Count every line below that holds the word "lists", and give the number with no other words.
*** Data provided Section Begins ***
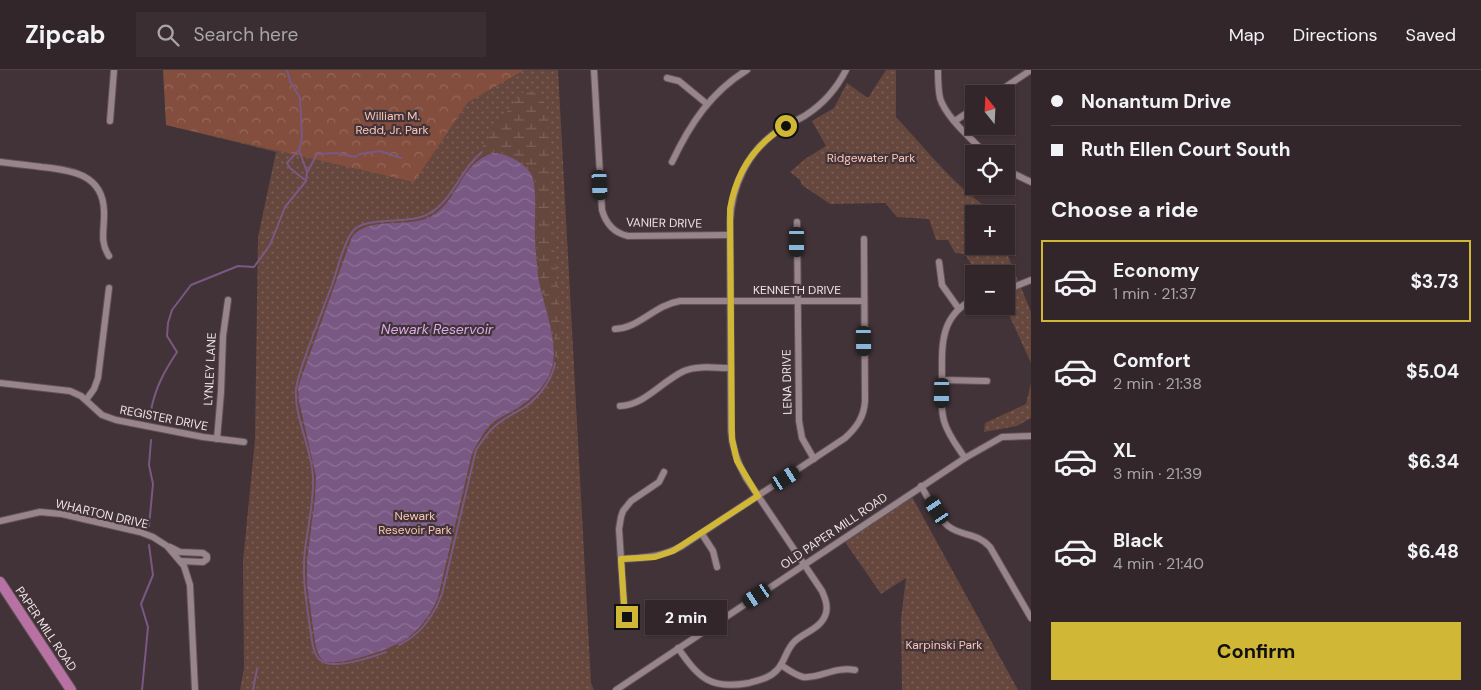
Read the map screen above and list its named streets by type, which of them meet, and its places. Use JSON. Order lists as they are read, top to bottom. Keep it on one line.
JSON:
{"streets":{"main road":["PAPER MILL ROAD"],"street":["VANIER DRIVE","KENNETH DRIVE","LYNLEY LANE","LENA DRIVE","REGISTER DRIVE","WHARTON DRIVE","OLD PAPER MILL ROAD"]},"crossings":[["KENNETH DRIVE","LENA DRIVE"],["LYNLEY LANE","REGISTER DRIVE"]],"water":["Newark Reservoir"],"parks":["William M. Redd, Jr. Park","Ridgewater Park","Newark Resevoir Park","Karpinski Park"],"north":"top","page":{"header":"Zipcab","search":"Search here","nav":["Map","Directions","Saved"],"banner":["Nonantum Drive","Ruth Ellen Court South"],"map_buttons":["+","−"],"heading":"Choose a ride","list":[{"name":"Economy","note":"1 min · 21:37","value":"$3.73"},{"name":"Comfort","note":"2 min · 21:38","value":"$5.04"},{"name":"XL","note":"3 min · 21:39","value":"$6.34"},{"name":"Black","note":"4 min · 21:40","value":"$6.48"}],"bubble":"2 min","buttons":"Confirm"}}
*** Data provided Section Ends ***
*** Data provided Section Begins ***
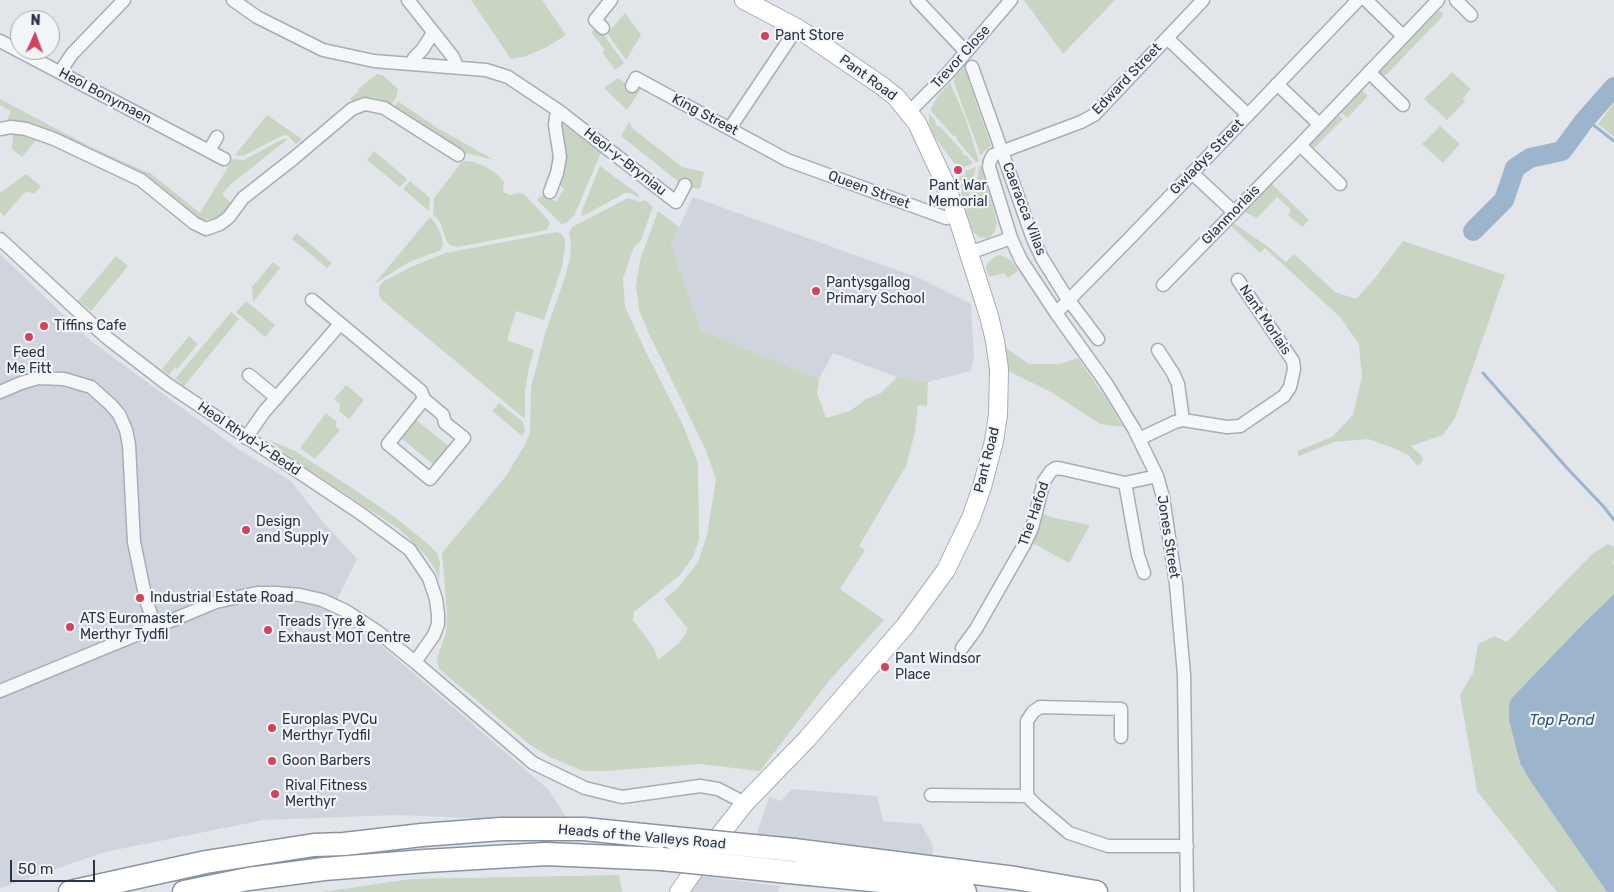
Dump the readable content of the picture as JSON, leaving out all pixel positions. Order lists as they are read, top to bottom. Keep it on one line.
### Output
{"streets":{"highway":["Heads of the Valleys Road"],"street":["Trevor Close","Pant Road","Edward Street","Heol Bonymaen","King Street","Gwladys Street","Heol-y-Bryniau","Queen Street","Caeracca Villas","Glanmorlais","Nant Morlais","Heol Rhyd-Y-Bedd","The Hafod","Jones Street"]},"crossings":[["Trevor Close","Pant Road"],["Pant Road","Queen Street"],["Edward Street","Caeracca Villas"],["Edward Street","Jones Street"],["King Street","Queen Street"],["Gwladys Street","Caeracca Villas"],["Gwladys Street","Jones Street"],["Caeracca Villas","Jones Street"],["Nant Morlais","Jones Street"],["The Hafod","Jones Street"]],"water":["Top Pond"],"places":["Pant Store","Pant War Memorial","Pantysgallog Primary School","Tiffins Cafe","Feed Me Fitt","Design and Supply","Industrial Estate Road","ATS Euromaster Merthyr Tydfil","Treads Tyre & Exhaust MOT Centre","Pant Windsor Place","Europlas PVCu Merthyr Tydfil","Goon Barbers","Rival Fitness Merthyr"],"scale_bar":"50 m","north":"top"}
*** Data provided Section Ends ***
• _Exercise solution_: 2